The term LIB covers a range of different battery chemistries, each with different performance attributes. LIBs are configured in cells, modules, and systems. Battery modules and especially systems need peripheral units such as a temperature and a battery management system.
Depending on the field of application, the design of cells and modules varies considerably. Whereas applications with a smaller battery size often use cylindrical cells due to their dimensions, prismatic cells are primarily used for bigger battery systems, e.g., traction batteries. Pouch cells with an Al composite foil as a casing instead of a rigid Al or steel casing are used among a wide range of applications in order to increase the energy density. In addition, battery systems without module levels are currently under development [[i]].
The batteries of electric cars mostly receive a second chance at life after they no longer serve the purpose for which they were built, for example, are used in charging stations on highways or become energy generators for homes. The potential routes for the circular economy of LIBs are pointed out in 5‑2. Figure.
5‑2. Figure_ Flow chart representing potential routes for the circular economy of LIBs, detailing second-use applications, re-use, physical recovery, chemical recovery and biorecovery
The material resources used in batteries are limited, and their recovery is essential in the medium and long term. Raw materials such as cobalt, lithium and nickel are key ingredients for lithium-ion batteries. The mining of these materials can present serious ethical and environmental concerns, including reports of child labor, pollution and heavy water use. What’s more, the materials are finite: supply may struggle to meet future demand.
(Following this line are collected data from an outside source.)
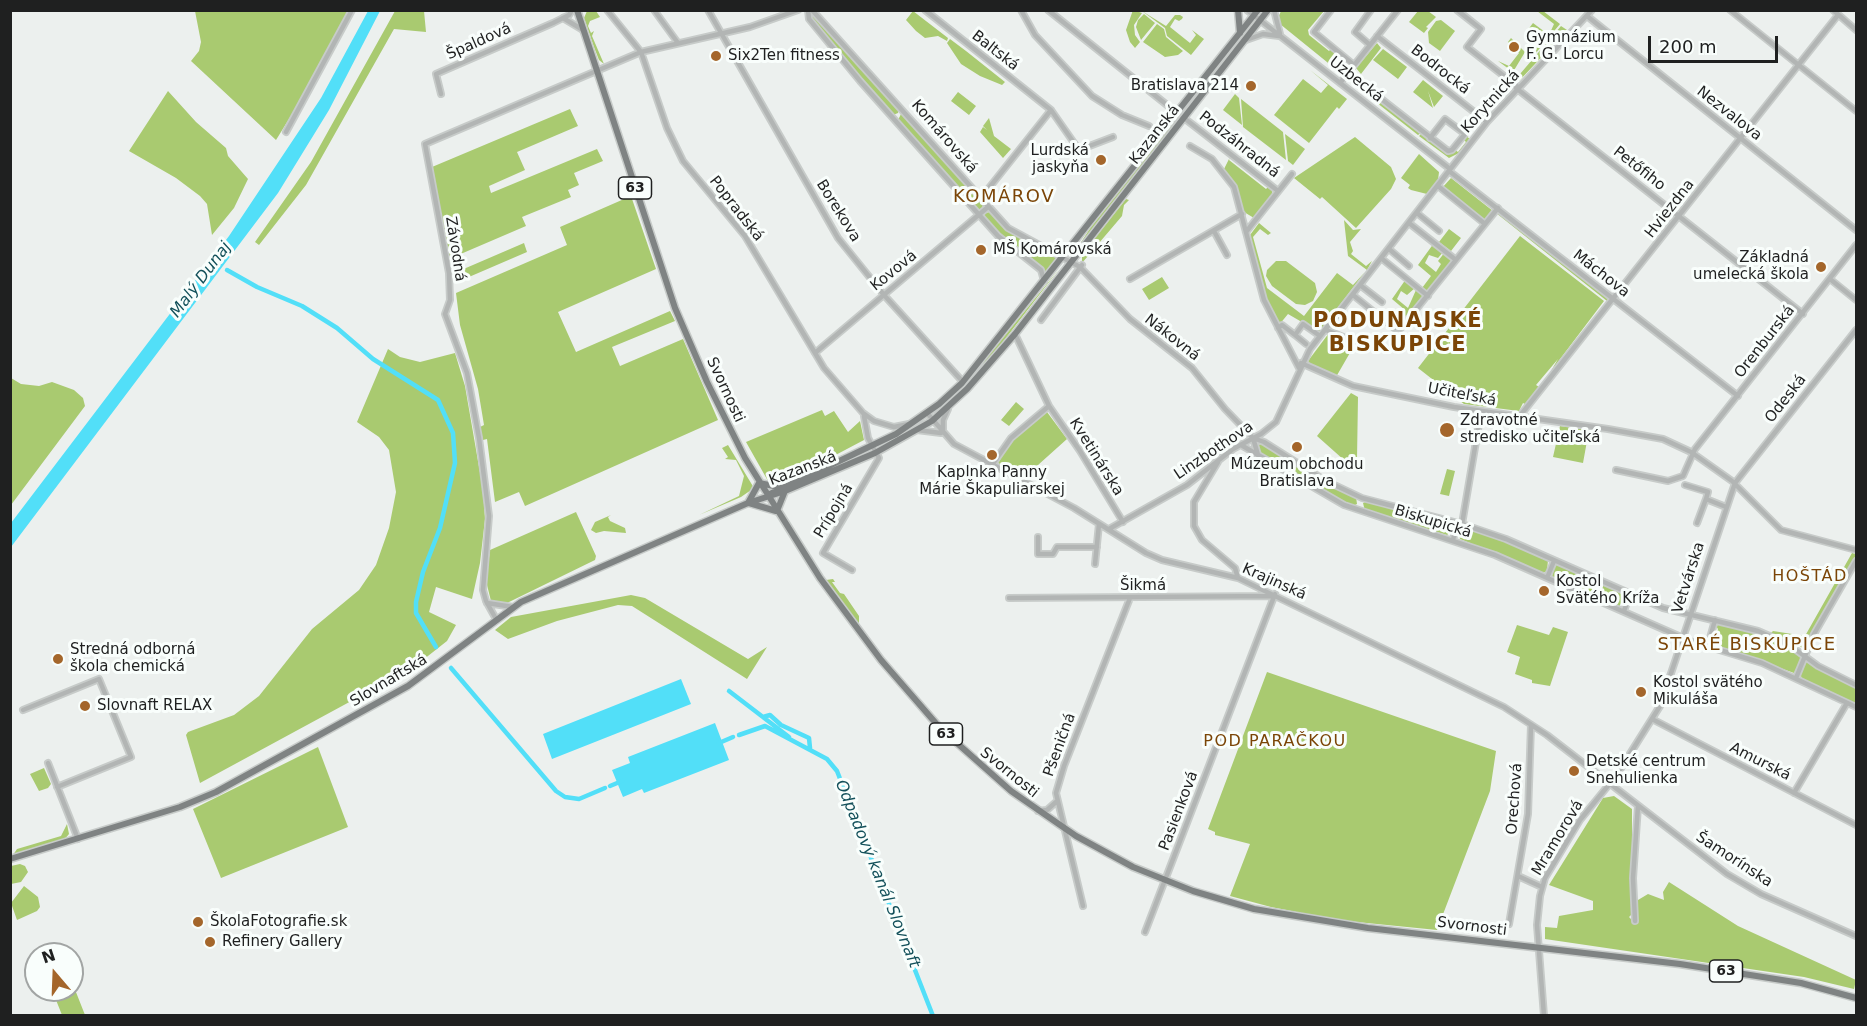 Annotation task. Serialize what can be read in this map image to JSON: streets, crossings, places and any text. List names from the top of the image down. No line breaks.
{"streets":{"main road":["Kazanská","63","Svornosti","Slovnaftská"],"street":["Špaldová","Baltská","Bodrocká","Uzbecká","Korytnická","Nezvalova","Komárovská","Podzáhradná","Petőfiho","Popradská","Hviezdna","Borekova","Závodná","Kovová","Máchova","Nákovná","Orenburská","Učiteľská","Odeská","Linzbothova","Kvetinárska","Prípojná","Biskupická","Vetvárska","Krajinská","Šikmá","Pšeničná","Amurská","Orechová","Pasienková","Mramorová","Šamorínska"]},"crossings":[["Bodrocká","Korytnická"],["Uzbecká","Korytnická"],["Uzbecká","Kazanská"],["Uzbecká","Máchova"],["Korytnická","Nezvalova"],["Korytnická","Podzáhradná"],["Korytnická","Petőfiho"],["Korytnická","Máchova"],["Korytnická","Učiteľská"],["Korytnická","Linzbothova"],["Nezvalova","Hviezdna"],["Kazanská","Komárovská"],["Kazanská","Podzáhradná"],["Kazanská","Popradská"],["Kazanská","Borekova"],["Kazanská","Nákovná"],["Kazanská","Svornosti"],["Kazanská","Kvetinárska"],["Kazanská","Prípojná"],["Kazanská","Krajinská"],["Kazanská","Slovnaftská"],["Komárovská","Kovová"],["Komárovská","Nákovná"],["Podzáhradná","Učiteľská"],["Podzáhradná","Linzbothova"],["Petőfiho","Hviezdna"],["Petőfiho","Orenburská"],["Popradská","Závodná"],["Popradská","Kovová"],["Popradská","Prípojná"],["Hviezdna","Máchova"],["Hviezdna","Učiteľská"],["Borekova","Závodná"],["Borekova","Kovová"],["Závodná","Svornosti"],["Závodná","Slovnaftská"],["Máchova","Orenburská"],["Nákovná","Linzbothova"],["Nákovná","Biskupická"],["Orenburská","Učiteľská"],["Svornosti","Slovnaftská"],["Svornosti","Pšeničná"],["Svornosti","Pasienková"],["Svornosti","Mramorová"],["Učiteľská","Odeská"],["Učiteľská","Linzbothova"],["Učiteľská","Vetvárska"],["Odeská","Vetvárska"],["Linzbothova","Kvetinárska"],["Linzbothova","Biskupická"],["Linzbothova","Krajinská"],["Biskupická","Vetvárska"],["Vetvárska","Krajinská"],["Vetvárska","Amurská"],["Vetvárska","Mramorová"],["Vetvárska","Šamorínska"],["Krajinská","Šikmá"],["Krajinská","Orechová"],["Krajinská","Pasienková"],["Krajinská","Mramorová"],["Krajinská","Šamorínska"],["Šikmá","Pšeničná"],["Šikmá","Pasienková"],["Mramorová","Šamorínska"]],"districts":["KOMÁROV","PODUNAJSKÉ BISKUPICE","HOŠTÁD","STARÉ BISKUPICE","POD PARAČKOU"],"water":["Malý Dunaj","Odpadový kanál Slovnaft"],"places":["Gymnázium F. G. Lorcu","Six2Ten fitness","Bratislava 214","Lurdská jaskyňa","MŠ Komárovská","Základná umelecká škola","Zdravotné stredisko učiteľská","Múzeum obchodu Bratislava","Kaplnka Panny Márie Škapuliarskej","Kostol Svätého Kríža","Stredná odborná škola chemická","Kostol svätého Mikuláša","Slovnaft RELAX","Detské centrum Snehulienka","ŠkolaFotografie.sk","Refinery Gallery"],"scale_bar":"200 m","north":"top"} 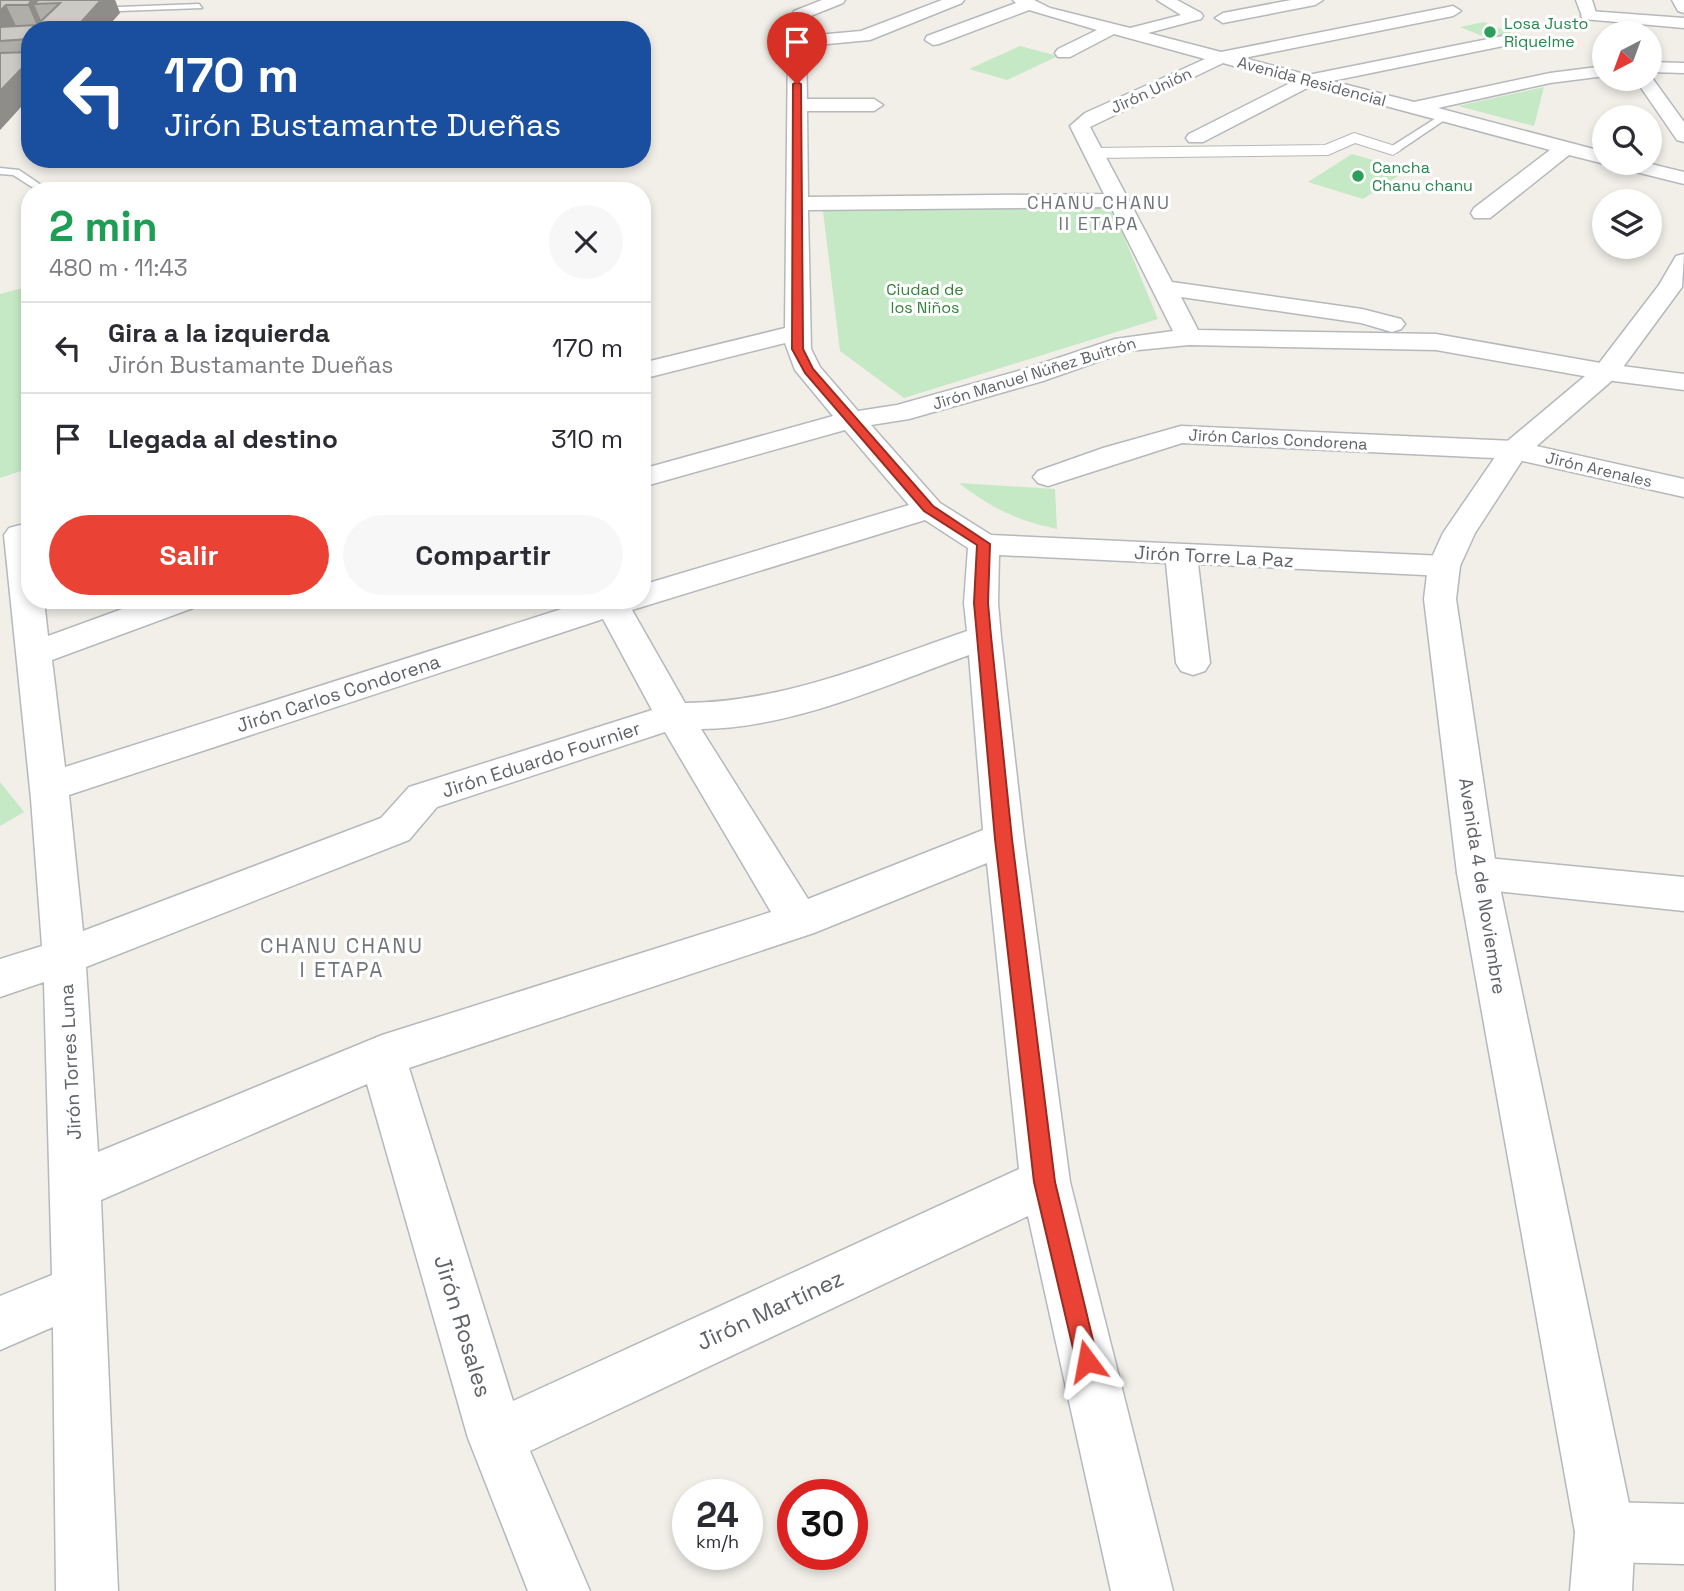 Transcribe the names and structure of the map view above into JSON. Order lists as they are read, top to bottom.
{
  "streets": {
    "street": [
      "Avenida Residencial",
      "Jirón Unión",
      "Jirón Manuel Núñez Buitrón",
      "Jirón Carlos Condorena",
      "Jirón Arenales",
      "Jirón Torre La Paz",
      "Jirón Eduardo Fournier",
      "Avenida 4 de Noviembre",
      "Jirón Torres Luna",
      "Jirón Martínez",
      "Jirón Rosales"
    ]
  },
  "crossings": [
    ["Avenida Residencial", "Jirón Unión"],
    ["Jirón Unión", "Jirón Manuel Núñez Buitrón"],
    ["Jirón Manuel Núñez Buitrón", "Avenida 4 de Noviembre"],
    ["Jirón Carlos Condorena", "Jirón Arenales"],
    ["Jirón Carlos Condorena", "Avenida 4 de Noviembre"],
    ["Jirón Carlos Condorena", "Jirón Torres Luna"],
    ["Jirón Arenales", "Avenida 4 de Noviembre"],
    ["Jirón Torre La Paz", "Avenida 4 de Noviembre"],
    ["Jirón Eduardo Fournier", "Jirón Torres Luna"],
    ["Jirón Martínez", "Jirón Rosales"]
  ],
  "districts": ["CHANU CHANU II ETAPA", "CHANU CHANU I ETAPA"],
  "parks": ["Ciudad de los Niños"],
  "places": ["Losa Justo Riquelme", "Cancha Chanu chanu"],
  "north": "bottom left",
  "page": {
    "turn": ["170 m", "Jirón Bustamante Dueñas"],
    "heading": ["2 min", "480 m · 11:43"],
    "list": [
      {
        "name": "Gira a la izquierda",
        "note": "Jirón Bustamante Dueñas",
        "value": "170 m"
      },
      {
        "name": "Llegada al destino",
        "value": "310 m"
      }
    ],
    "buttons": ["Salir", "Compartir"],
    "speed": "24 km/h",
    "limit": "30"
  }
} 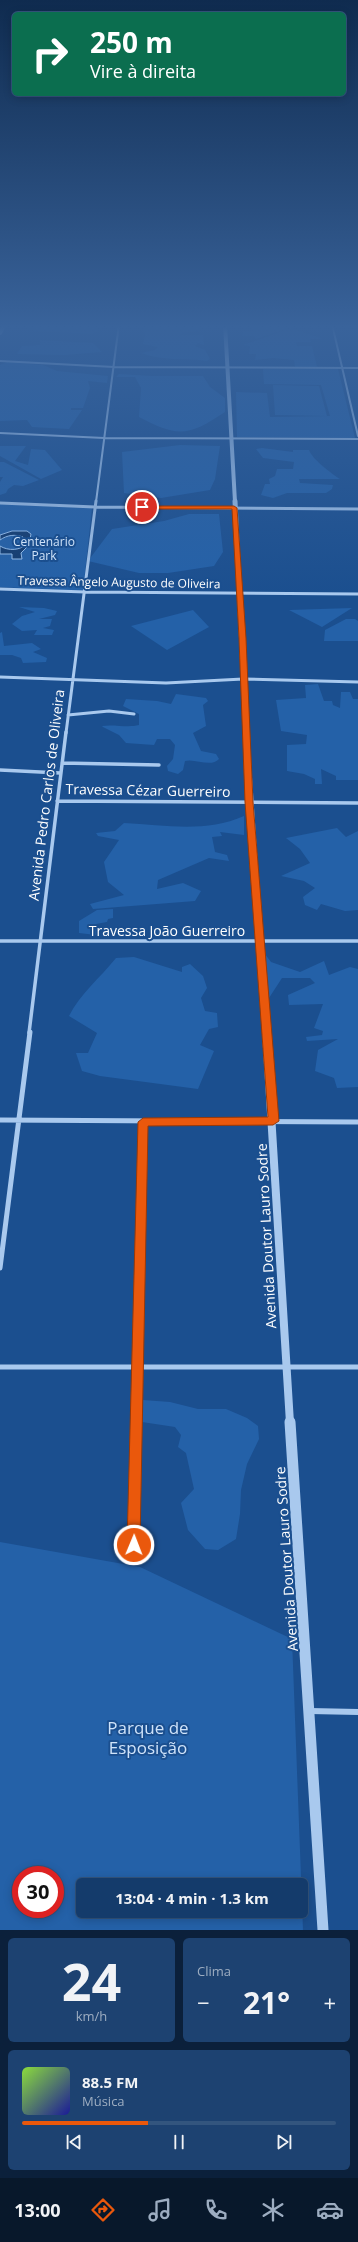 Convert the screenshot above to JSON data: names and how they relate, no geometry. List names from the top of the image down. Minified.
{"streets":{"street":["Travessa Ângelo Augusto de Oliveira","Travessa Cézar Guerreiro","Avenida Pedro Carlos de Oliveira","Travessa João Guerreiro","Avenida Doutor Lauro Sodre"]},"crossings":[["Travessa Ângelo Augusto de Oliveira","Avenida Pedro Carlos de Oliveira"],["Travessa Ângelo Augusto de Oliveira","Avenida Doutor Lauro Sodre"],["Travessa Cézar Guerreiro","Avenida Pedro Carlos de Oliveira"],["Travessa Cézar Guerreiro","Avenida Doutor Lauro Sodre"],["Avenida Pedro Carlos de Oliveira","Travessa João Guerreiro"],["Travessa João Guerreiro","Avenida Doutor Lauro Sodre"]],"parks":["Centenário Park","Parque de Esposição"],"page":{"turn":["250 m","Vire à direita"],"limit":"30","trip":"13:04 · 4 min · 1.3 km","tile":[["24","km/h"],"Clima"],"heat":["−","21°","+"],"song":["88.5 FM","Música"],"tabs":"13:00"}} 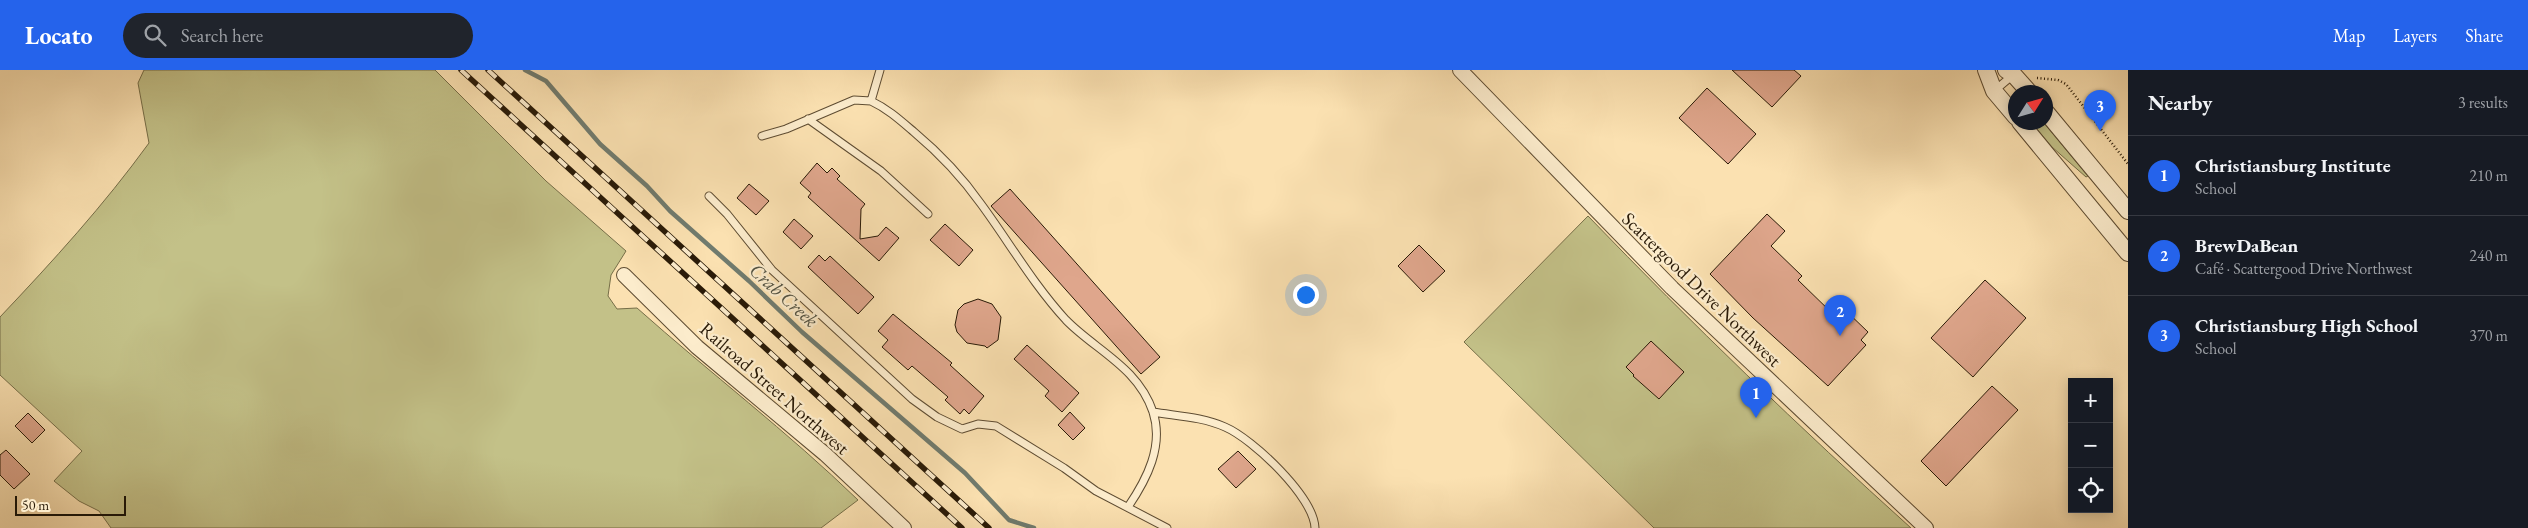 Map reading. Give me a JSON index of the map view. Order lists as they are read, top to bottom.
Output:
{
  "streets": {
    "street": ["Scattergood Drive Northwest", "Railroad Street Northwest"]
  },
  "water": ["Crab Creek"],
  "scale_bar": "50 m",
  "north": "top right",
  "page": {
    "header": "Locato",
    "search": "Search here",
    "nav": ["Map", "Layers", "Share"],
    "heading": ["Nearby", "3 results"],
    "pins": ["3", "2", "1"],
    "list": [
      {
        "mark": "1",
        "name": "Christiansburg Institute",
        "note": "School",
        "value": "210 m"
      },
      {
        "mark": "2",
        "name": "BrewDaBean",
        "note": "Café · Scattergood Drive Northwest",
        "value": "240 m"
      },
      {
        "mark": "3",
        "name": "Christiansburg High School",
        "note": "School",
        "value": "370 m"
      }
    ],
    "map_buttons": ["+", "−"],
    "scale": "50 m"
  }
}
That makes recycling all the more important. Currently, however, the recycling rate for EV batteries is extremely low, with some estimates putting it at five percent. This needs to change for electric mobility to represent a sustainable solution.
The waste-management hierarchy considers re-use to be preferable to recycling. As considerable value is embedded in manufactured LIBs, it has been suggested that their use should be cascaded through a hierarchy of applications to optimize material use and life-cycle impacts. Energy stored over energy invested (ESOI)—the ratio between the energy that must be invested into manufacturing the battery and the electrical energy that it will store over its useful life—is a metric used to compare the efficacy of different energy-storage technologies. Clearly, ESOI figures will improve if end-of-life electric-vehicle batteries can be used in second-use applications for which the battery performance is less critical. Profitable second-use applications also provide a potential value stream that can offset the eventual cost of recycling, and already a healthy market is developing in used electric-vehicle batteries for energy storage in certain localities, with demand potentially outstripping supply.
The waste management hierarchy for LIBs is represented in 5‑3. Figure.
5‑3. Figure_ Waste management hierarchy LIBS
The hierarchy is expanded to consider the range of battery recycling technologies.
Prevention means that LIBs are designed to use less-critical materials (high economic importance, but at risk of short supply) and that electric vehicles should be lighter and have smaller batteries to prevent and reduce waste generation.
Re-use means that electric-vehicle batteries should have a second use to extend their service lifetime.
Recycling means that batteries should be recycled, recovering as much material as possible and preserving any structural value and quality (for example, preventing contamination).
Recovery means using some battery materials as energy for processes such as fuel for pyrometallurgy to recover energy from waste.
Disposal means that no value is recovered and the waste goes to landfill.